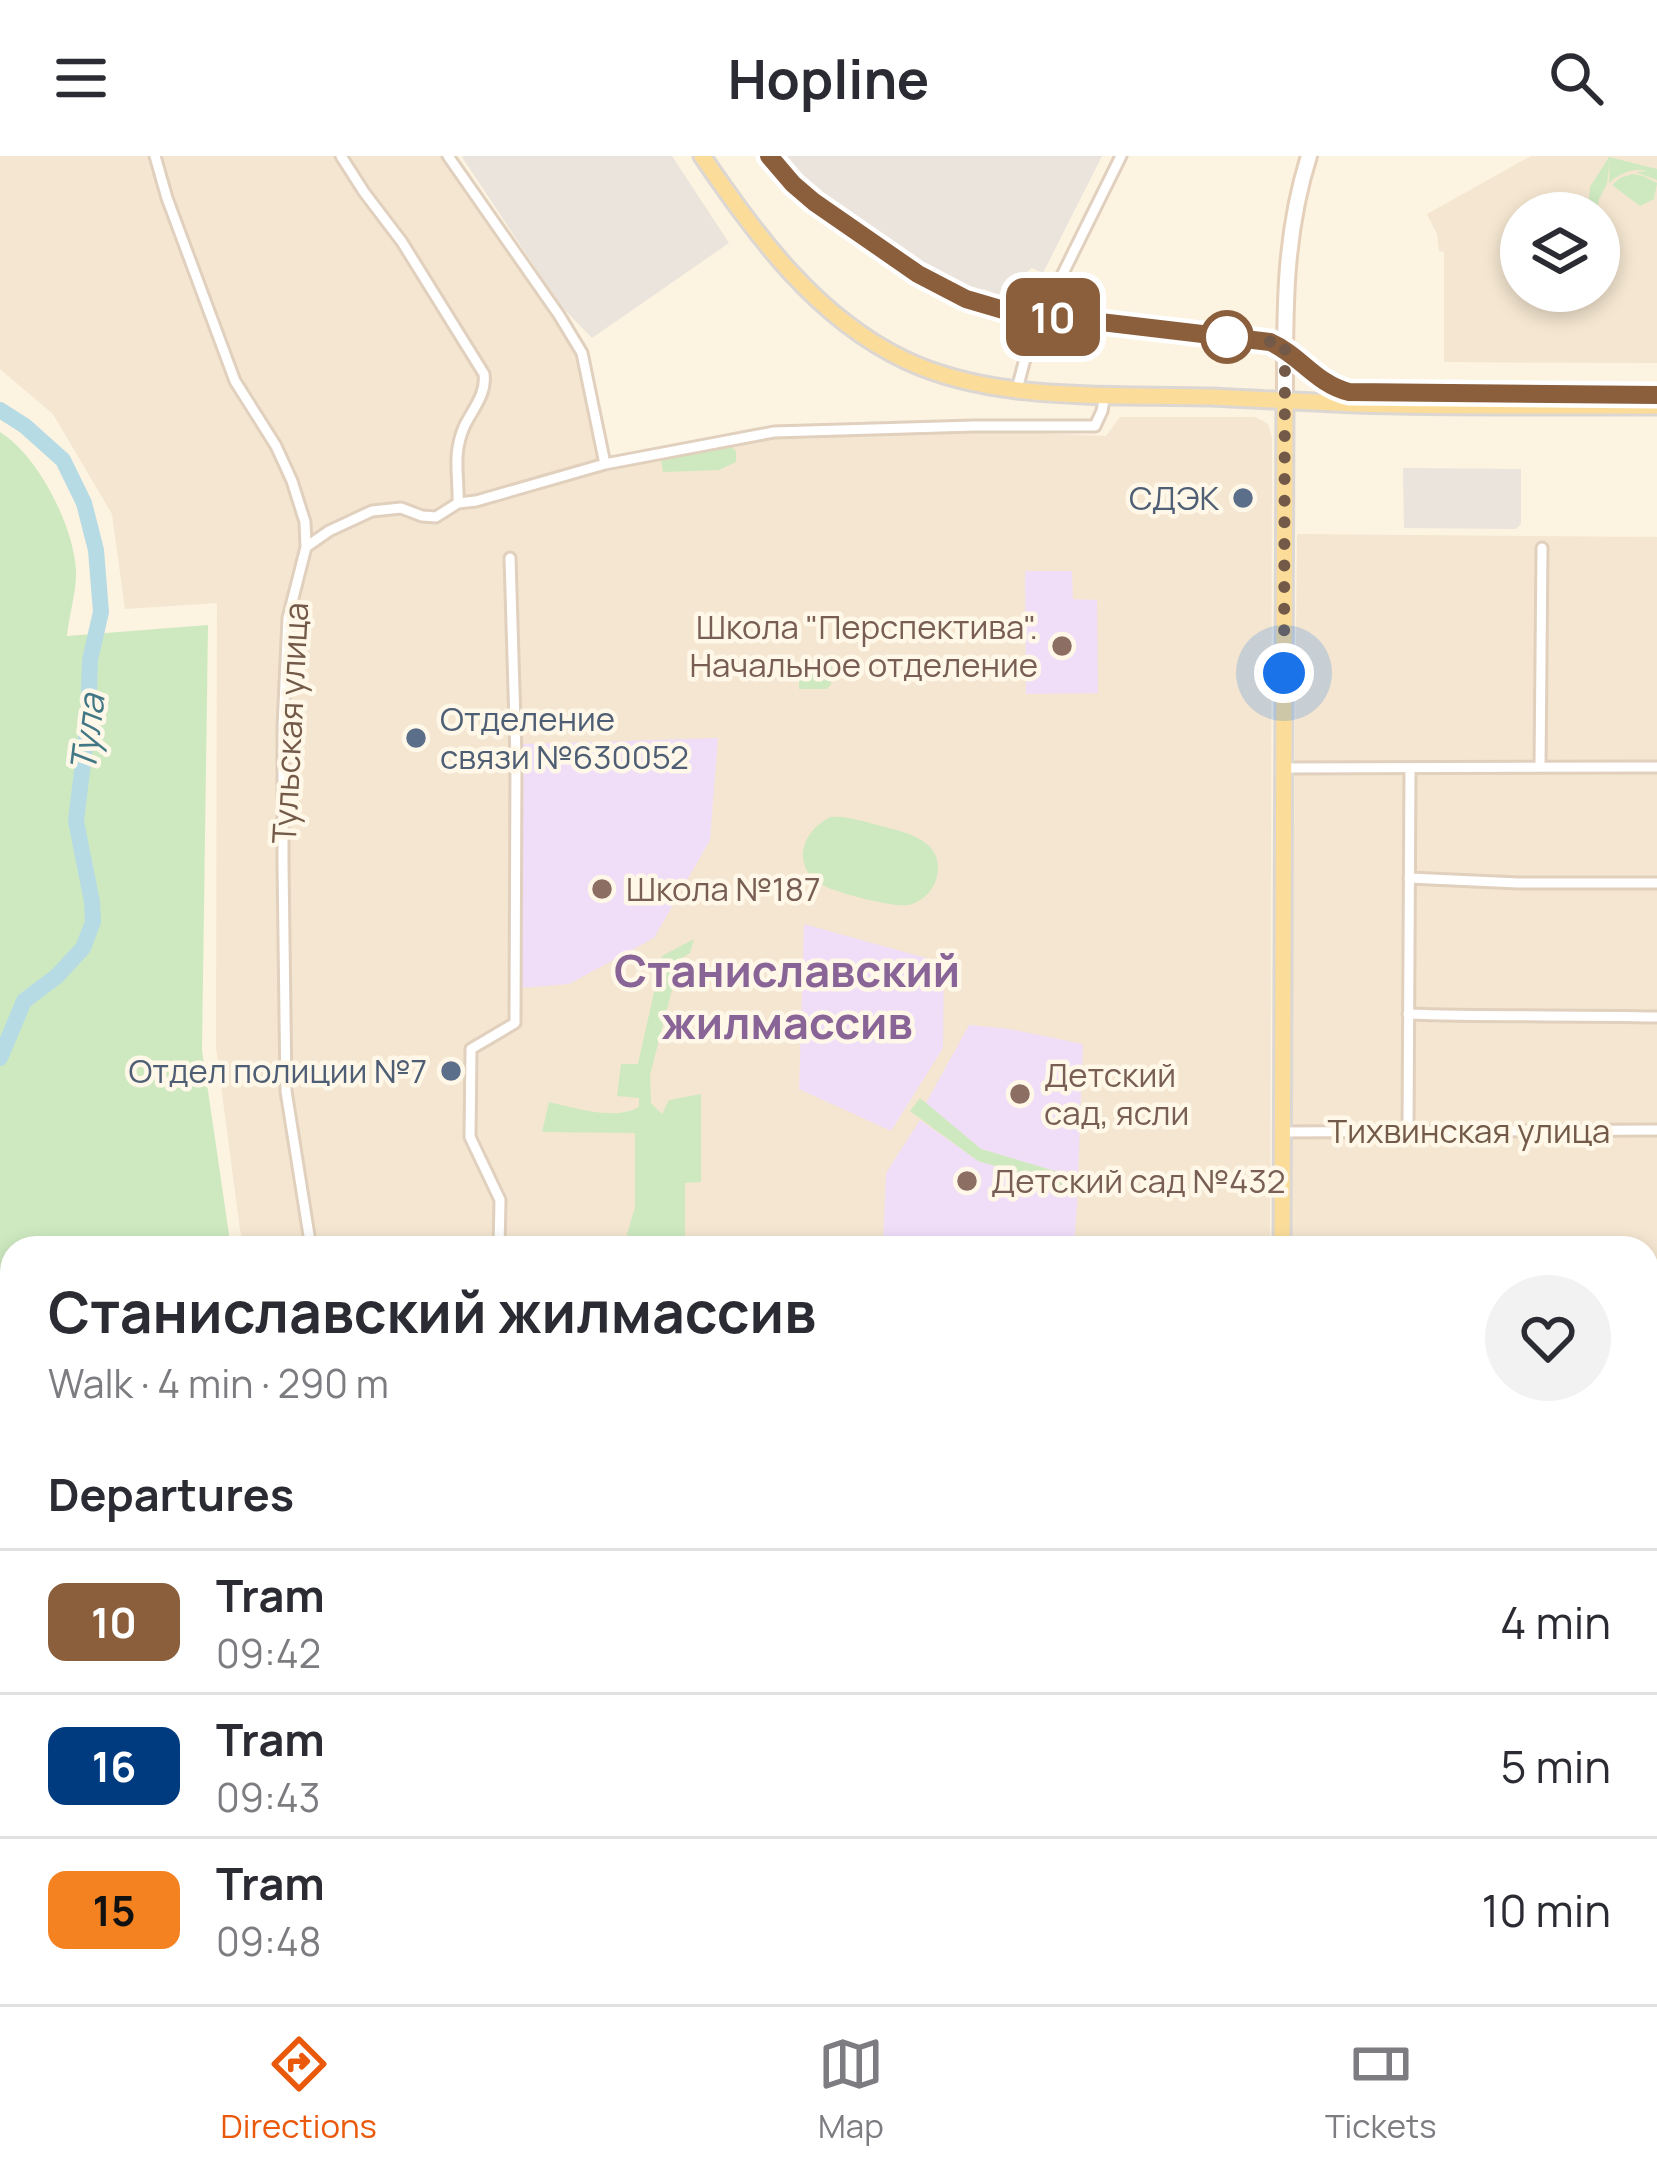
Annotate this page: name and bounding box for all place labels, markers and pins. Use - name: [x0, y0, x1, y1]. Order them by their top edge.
- unlabelled marker: [1202, 312, 1252, 362]
- place label: СДЭК: [1129, 475, 1219, 520]
- marker: СДЭК: [1230, 485, 1256, 511]
- place label: Школа "Перспектива". Начальное отделение: [689, 604, 1038, 687]
- marker: Школа "Перспектива". Начальное отделение: [1049, 633, 1075, 659]
- place label: Отделение связи №630052: [440, 696, 689, 779]
- marker: Отделение связи №630052: [403, 725, 429, 751]
- place label: Школа №187: [626, 866, 821, 911]
- marker: Школа №187: [589, 876, 615, 902]
- place label: Отдел полиции №7: [128, 1048, 427, 1093]
- place label: Детский сад, ясли: [1044, 1052, 1189, 1135]
- marker: Отдел полиции №7: [438, 1058, 464, 1084]
- marker: Детский сад, ясли: [1007, 1081, 1033, 1107]
- place label: Детский сад №432: [991, 1158, 1285, 1203]
- marker: Детский сад №432: [954, 1168, 980, 1194]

++++++

_Description of the task:_ The answer must be the full set of records, repeated exactly, with no pictures.

_Written answer:_
Annotate this page: name and bounding box for all place labels, markers and pins. Use - name: [x0, y0, x1, y1]. Order them by their top edge.
- unlabelled marker: [1202, 312, 1252, 362]
- place label: СДЭК: [1129, 475, 1219, 520]
- marker: СДЭК: [1230, 485, 1256, 511]
- place label: Школа "Перспектива". Начальное отделение: [689, 604, 1038, 687]
- marker: Школа "Перспектива". Начальное отделение: [1049, 633, 1075, 659]
- place label: Отделение связи №630052: [440, 696, 689, 779]
- marker: Отделение связи №630052: [403, 725, 429, 751]
- place label: Школа №187: [626, 866, 821, 911]
- marker: Школа №187: [589, 876, 615, 902]
- place label: Отдел полиции №7: [128, 1048, 427, 1093]
- place label: Детский сад, ясли: [1044, 1052, 1189, 1135]
- marker: Отдел полиции №7: [438, 1058, 464, 1084]
- marker: Детский сад, ясли: [1007, 1081, 1033, 1107]
- place label: Детский сад №432: [991, 1158, 1285, 1203]
- marker: Детский сад №432: [954, 1168, 980, 1194]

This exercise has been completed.